**Your assignment**
If a line of the material holds the string "readable", it counts; report the number of such lines alone.

**Available data**

<<<<

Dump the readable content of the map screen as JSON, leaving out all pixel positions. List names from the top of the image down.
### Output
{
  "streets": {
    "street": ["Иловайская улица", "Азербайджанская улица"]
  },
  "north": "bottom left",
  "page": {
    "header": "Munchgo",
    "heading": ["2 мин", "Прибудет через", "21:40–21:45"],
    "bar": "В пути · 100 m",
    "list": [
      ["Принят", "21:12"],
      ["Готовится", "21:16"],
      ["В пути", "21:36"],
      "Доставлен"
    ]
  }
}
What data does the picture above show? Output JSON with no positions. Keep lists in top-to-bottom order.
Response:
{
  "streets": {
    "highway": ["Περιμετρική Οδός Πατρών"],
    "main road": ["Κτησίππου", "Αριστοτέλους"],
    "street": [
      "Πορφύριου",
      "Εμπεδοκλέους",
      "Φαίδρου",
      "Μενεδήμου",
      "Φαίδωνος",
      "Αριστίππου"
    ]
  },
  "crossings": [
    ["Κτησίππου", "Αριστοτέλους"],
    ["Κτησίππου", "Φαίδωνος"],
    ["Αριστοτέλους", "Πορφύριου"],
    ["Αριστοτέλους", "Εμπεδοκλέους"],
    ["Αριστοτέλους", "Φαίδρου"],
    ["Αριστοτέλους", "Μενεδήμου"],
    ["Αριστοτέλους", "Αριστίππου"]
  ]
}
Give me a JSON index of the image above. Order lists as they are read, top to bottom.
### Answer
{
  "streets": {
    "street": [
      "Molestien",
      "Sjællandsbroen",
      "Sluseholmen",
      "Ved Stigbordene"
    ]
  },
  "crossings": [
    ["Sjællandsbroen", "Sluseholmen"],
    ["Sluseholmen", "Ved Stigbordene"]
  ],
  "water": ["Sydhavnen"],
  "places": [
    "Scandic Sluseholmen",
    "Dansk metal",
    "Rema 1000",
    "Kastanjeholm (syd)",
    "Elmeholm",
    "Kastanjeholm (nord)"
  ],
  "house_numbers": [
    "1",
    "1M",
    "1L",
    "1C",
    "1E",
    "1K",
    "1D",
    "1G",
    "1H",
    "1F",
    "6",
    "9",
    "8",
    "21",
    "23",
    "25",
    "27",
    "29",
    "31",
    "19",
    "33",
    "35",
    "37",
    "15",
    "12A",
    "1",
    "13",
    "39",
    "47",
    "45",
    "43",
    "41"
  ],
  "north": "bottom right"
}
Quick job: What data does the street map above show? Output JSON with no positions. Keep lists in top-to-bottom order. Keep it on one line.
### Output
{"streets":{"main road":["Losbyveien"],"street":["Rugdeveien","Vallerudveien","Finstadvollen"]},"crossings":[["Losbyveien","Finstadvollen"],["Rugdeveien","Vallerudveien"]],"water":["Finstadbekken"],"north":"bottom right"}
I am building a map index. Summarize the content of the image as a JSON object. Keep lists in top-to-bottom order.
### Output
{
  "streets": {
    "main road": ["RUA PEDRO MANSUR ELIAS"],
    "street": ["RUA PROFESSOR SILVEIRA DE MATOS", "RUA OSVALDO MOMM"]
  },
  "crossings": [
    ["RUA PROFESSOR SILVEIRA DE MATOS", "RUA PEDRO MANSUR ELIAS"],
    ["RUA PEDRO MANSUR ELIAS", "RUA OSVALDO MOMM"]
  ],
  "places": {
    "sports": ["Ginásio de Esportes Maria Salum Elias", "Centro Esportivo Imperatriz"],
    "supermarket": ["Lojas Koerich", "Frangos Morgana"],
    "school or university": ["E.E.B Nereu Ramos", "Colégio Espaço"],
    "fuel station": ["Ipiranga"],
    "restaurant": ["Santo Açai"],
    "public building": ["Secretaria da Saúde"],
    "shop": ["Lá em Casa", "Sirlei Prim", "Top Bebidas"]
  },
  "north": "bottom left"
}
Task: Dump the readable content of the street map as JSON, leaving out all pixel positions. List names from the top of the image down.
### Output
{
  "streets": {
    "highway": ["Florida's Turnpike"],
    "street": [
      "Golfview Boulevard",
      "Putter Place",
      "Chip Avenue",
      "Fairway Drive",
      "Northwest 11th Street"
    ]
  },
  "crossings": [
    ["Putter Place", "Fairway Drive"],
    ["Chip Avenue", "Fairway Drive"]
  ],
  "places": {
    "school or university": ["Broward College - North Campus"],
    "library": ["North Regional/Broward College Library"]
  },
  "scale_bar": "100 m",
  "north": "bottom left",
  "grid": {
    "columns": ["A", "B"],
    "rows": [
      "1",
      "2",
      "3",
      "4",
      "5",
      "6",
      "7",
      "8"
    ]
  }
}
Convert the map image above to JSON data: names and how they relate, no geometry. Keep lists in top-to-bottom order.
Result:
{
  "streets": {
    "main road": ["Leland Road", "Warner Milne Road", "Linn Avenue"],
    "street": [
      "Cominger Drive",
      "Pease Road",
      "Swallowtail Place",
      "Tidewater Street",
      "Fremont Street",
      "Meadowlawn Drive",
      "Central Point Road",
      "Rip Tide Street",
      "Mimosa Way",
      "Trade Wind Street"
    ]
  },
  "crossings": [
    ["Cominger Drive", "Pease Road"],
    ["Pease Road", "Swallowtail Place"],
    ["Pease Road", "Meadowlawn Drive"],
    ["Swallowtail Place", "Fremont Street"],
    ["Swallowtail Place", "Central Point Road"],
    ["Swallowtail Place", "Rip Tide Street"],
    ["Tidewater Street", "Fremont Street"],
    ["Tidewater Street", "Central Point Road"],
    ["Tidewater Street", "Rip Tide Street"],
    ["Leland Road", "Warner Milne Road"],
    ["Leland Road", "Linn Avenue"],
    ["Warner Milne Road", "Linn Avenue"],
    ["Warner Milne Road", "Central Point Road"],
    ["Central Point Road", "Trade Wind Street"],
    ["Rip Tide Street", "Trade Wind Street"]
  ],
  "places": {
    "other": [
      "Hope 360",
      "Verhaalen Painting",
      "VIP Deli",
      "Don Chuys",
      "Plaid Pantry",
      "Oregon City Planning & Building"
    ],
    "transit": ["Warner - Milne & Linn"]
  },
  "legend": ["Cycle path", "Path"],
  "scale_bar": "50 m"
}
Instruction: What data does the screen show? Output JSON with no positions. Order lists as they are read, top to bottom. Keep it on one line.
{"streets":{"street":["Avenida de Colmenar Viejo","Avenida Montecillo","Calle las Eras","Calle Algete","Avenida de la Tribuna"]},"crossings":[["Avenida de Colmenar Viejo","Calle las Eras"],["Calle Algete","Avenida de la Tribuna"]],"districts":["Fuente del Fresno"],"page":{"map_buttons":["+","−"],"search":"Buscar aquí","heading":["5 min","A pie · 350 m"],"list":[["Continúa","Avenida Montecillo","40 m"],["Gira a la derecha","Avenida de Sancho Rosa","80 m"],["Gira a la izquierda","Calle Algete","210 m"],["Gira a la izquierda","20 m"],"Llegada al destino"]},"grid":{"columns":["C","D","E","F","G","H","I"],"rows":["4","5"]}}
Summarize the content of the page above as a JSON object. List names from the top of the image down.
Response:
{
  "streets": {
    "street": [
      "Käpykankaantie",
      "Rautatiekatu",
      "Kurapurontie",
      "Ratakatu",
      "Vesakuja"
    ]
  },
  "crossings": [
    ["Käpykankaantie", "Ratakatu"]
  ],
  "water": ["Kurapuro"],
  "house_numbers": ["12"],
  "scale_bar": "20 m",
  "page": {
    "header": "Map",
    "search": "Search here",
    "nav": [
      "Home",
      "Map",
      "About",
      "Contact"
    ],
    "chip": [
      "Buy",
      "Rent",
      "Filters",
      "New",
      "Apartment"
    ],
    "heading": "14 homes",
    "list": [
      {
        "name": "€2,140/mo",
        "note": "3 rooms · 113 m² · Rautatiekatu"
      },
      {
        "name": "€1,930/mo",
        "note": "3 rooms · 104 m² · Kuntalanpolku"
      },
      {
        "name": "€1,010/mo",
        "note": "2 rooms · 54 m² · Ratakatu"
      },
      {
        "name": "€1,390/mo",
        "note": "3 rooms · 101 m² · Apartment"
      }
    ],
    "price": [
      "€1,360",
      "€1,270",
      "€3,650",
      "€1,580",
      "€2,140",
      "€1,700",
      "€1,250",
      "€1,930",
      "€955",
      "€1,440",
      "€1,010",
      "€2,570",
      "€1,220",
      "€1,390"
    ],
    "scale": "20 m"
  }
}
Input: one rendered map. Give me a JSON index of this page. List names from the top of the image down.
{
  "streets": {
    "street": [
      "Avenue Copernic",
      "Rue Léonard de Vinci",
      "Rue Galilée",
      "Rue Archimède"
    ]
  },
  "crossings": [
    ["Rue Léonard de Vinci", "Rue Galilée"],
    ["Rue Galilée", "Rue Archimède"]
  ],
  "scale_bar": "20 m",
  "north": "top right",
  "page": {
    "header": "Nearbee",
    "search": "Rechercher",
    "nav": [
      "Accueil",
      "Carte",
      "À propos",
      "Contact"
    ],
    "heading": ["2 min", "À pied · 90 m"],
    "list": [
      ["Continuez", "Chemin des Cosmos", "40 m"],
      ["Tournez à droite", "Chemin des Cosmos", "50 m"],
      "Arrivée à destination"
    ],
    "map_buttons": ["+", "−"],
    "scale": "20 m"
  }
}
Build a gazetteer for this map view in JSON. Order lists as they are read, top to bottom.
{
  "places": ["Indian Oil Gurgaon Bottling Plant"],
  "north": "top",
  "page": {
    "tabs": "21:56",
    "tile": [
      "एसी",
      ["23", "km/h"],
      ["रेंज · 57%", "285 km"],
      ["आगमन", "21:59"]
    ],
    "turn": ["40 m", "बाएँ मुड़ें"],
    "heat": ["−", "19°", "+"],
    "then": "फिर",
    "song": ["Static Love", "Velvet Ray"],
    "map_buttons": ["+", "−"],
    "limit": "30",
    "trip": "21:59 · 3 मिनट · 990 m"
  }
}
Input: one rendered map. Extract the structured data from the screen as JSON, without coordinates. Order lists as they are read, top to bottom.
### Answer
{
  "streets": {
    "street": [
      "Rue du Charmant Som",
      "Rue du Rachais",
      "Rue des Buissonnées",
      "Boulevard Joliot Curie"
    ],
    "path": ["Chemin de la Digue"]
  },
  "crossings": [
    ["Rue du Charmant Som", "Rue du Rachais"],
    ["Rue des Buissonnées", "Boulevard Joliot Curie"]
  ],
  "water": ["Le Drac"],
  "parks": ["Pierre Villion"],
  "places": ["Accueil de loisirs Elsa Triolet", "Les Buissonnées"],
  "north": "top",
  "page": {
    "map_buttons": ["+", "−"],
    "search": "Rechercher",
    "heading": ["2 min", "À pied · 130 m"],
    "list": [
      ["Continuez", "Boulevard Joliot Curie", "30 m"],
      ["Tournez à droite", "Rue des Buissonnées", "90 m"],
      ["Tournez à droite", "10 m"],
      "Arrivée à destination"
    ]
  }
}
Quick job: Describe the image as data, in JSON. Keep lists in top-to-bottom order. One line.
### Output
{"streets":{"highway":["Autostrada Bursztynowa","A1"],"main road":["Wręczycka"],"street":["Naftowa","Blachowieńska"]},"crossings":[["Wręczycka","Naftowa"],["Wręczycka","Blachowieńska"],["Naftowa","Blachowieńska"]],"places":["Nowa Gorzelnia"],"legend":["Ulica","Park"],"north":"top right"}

>>>>

**Output for this task**
2